In this week's Monday Briefing, MEI experts Marvin G. Weinbaum, Charles Lister, Hassan Mneimneh, and Paul Scham provide analysis on recent events including the killing of Afghan Taliban leader Mullah Akhtar Mansour, deadly blasts targeting regime-held territory in Syria, Iraq’s intra-Shiite feud, and Avigdor Lieberman's appointment as Israel's Defense Minister.

Afghan Peace Hopes Die with Mansour
Marvin G. Weinbaum, Director of the Center for Pakistan Studies

The U.S. drone strike that apparently killed Taliban leader Mullah Akhtar Mansour plants the final nail in attempts to find a political way out of the Afghan conflict. Although over the last ten months Mansour has stood as an obstacle to efforts to revive talks between the Taliban and the Kabul government, he had earlier been considered to be one of those Taliban leaders most open to reconciliation.

None of the likely claimants to the Taliban’s helm is likely to join a peace process. His chief competitor for leadership, Mullah Abdul Qayoum Zakir, a former Guantanamo prisoner, had regularly attacked Mansour for his conciliatory moves and close links to Pakistan. Mansour’s second-in-command, Sirajuddin Haqqani, who is reportedly charged with directing the Taliban’s military operations, has the reputation of being a ruthless, radical ideologue opposed to dialogue. Mansour’s death may set off a new leadership struggle, but is unlikely to weaken the insurgency in Afghanistan.

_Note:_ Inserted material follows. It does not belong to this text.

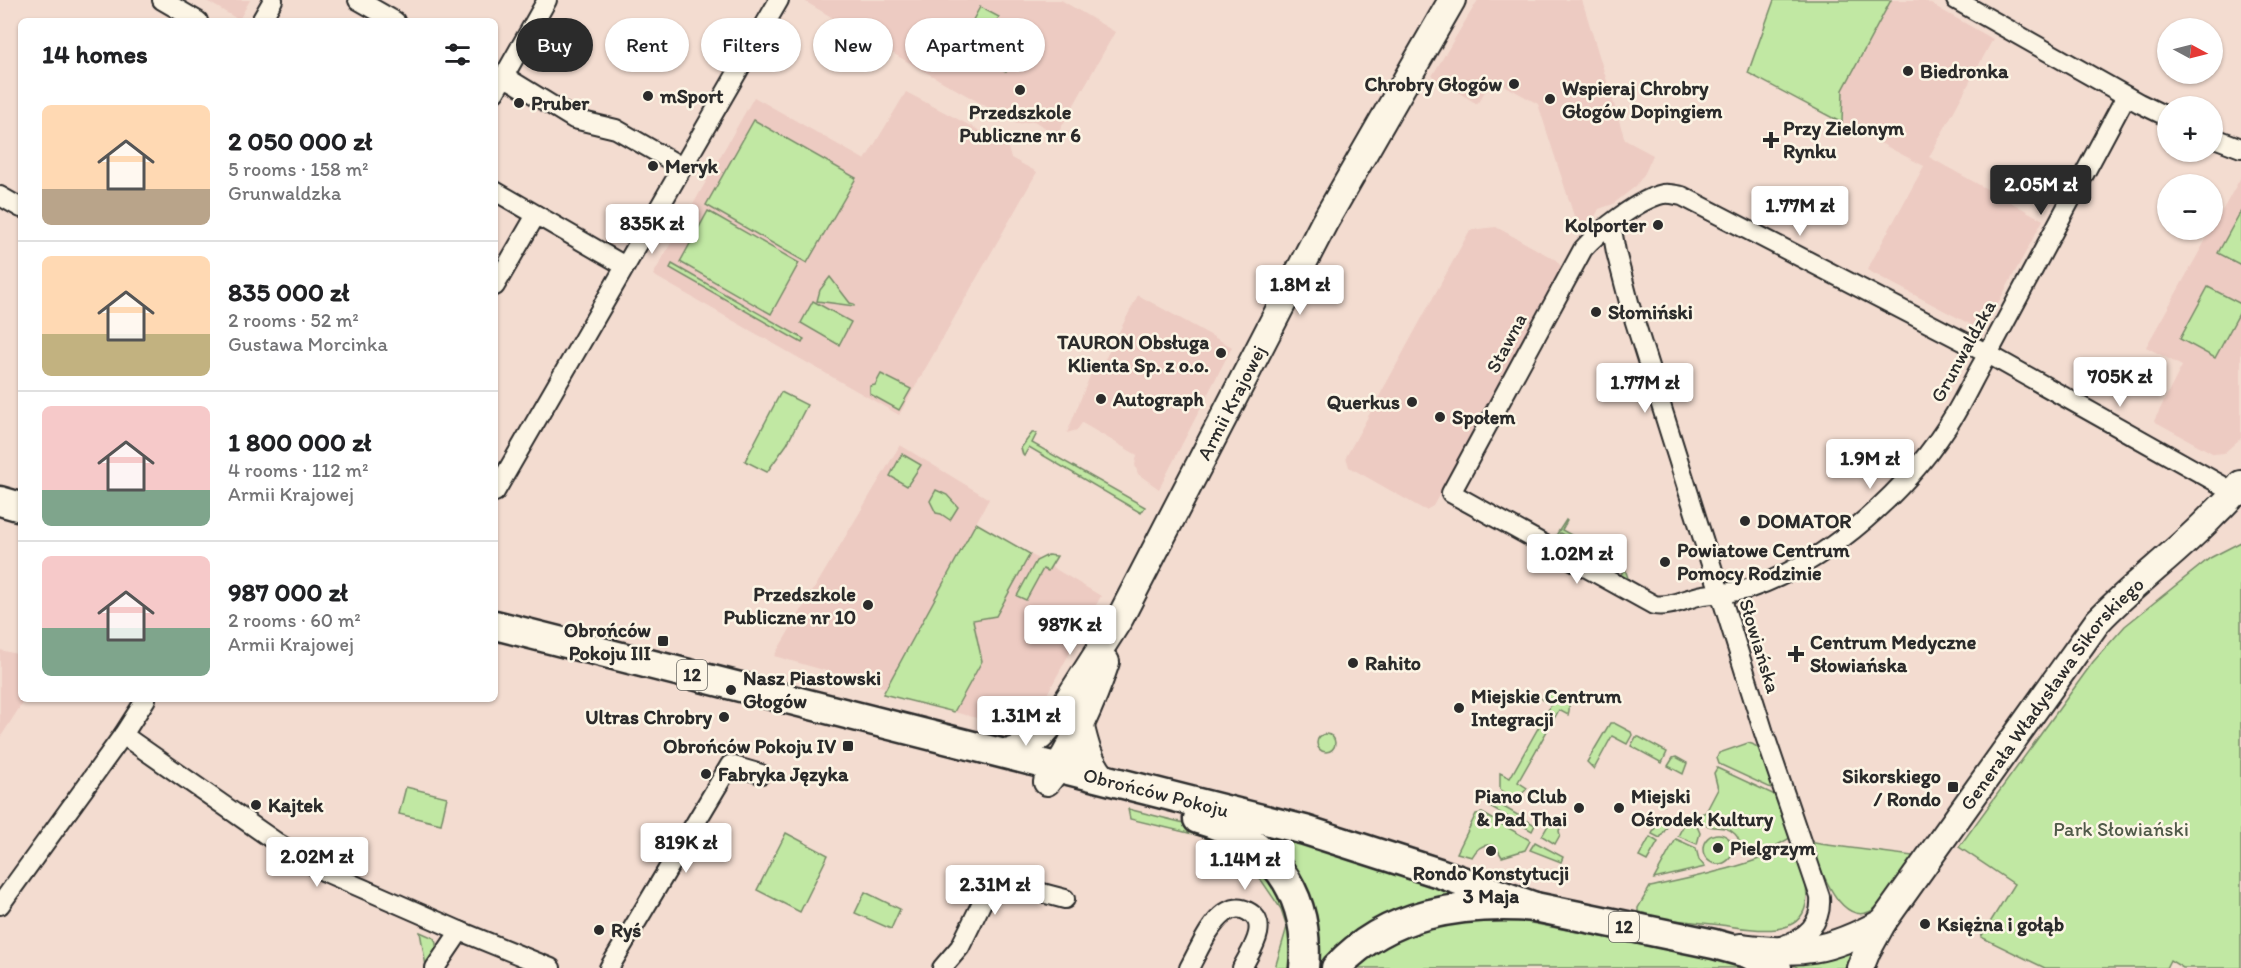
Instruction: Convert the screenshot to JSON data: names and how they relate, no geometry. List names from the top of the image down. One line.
{"streets":{"main road":["12","Obrońców Pokoju"],"street":["Stawna","Grunwaldzka","Armii Krajowej","Słowiańska","Generała Władysława Sikorskiego"]},"crossings":[["Stawna","Grunwaldzka"],["Stawna","Słowiańska"],["Stawna","Generała Władysława Sikorskiego"],["Grunwaldzka","Słowiańska"],["Armii Krajowej","Obrońców Pokoju"],["Słowiańska","12"],["Słowiańska","Generała Władysława Sikorskiego"],["12","Generała Władysława Sikorskiego"],["12","Obrońców Pokoju"]],"parks":["Park Słowiański"],"places":{"other":["Biedronka","Chrobry Głogów","Przedszkole Publiczne nr 6","mSport","Wspieraj Chrobry Głogów Dopingiem","Pruber","Meryk","Kolporter","Słomiński","TAURON Obsługa Klienta Sp. z o.o.","Autograph","Querkus","Społem","DOMATOR","Powiatowe Centrum Pomocy Rodzinie","Przedszkole Publiczne nr 10","Rahito","Nasz Piastowski Głogów","Miejskie Centrum Integracji","Ultras Chrobry","Fabryka Języka","Kajtek","Piano Club & Pad Thai","Miejski Ośrodek Kultury","Pielgrzym","Rondo Konstytucji 3 Maja","Księżna i gołąb","Ryś"],"health":["Przy Zielonym Rynku","Centrum Medyczne Słowiańska"],"transit":["Obrońców Pokoju III","Obrońców Pokoju IV","Sikorskiego / Rondo"]},"north":"right","page":{"map_buttons":["+","−"],"chip":["Buy","Rent","Filters","New","Apartment"],"heading":"14 homes","list":[{"name":"2 050 000 zł","note":"5 rooms · 158 m² · Grunwaldzka"},{"name":"835 000 zł","note":"2 rooms · 52 m² · Gustawa Morcinka"},{"name":"1 800 000 zł","note":"4 rooms · 112 m² · Armii Krajowej"},{"name":"987 000 zł","note":"2 rooms · 60 m² · Armii Krajowej"}],"price":["2.05M zł","1.77M zł","835K zł","1.8M zł","705K zł","1.77M zł","1.9M zł","1.02M zł","987K zł","1.31M zł","819K zł","2.02M zł","1.14M zł","2.31M zł"]}}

The important takeaway is Washington’s decision to make the Taliban leader its target. Until now, Mansour has lived and traveled with near impunity within Pakistan and apparently even allowed to travel abroad, and his mainline organization, the Quetta Shura, has until now been spared in the hope of having Taliban leaders with whom to negotiate. The direct order by President Barack Obama that Mansour be killed makes it clear that the Afghan conflict will be settled on the battlefield, not at a conference table.
 

Syria Blasts Aimed at Exacerbating Sectarian Conflict
Charles Lister, Resident Fellow

The death earlier today of over 120 people in regime-controlled Tartus and Jableh is a deeply worrying sign of things to come. Today’s attacks employed multiple car bombs and suicide bombers and were the first such attacks to penetrate the city of Tartus, which amongst other things now hosts an expanding Russian naval base.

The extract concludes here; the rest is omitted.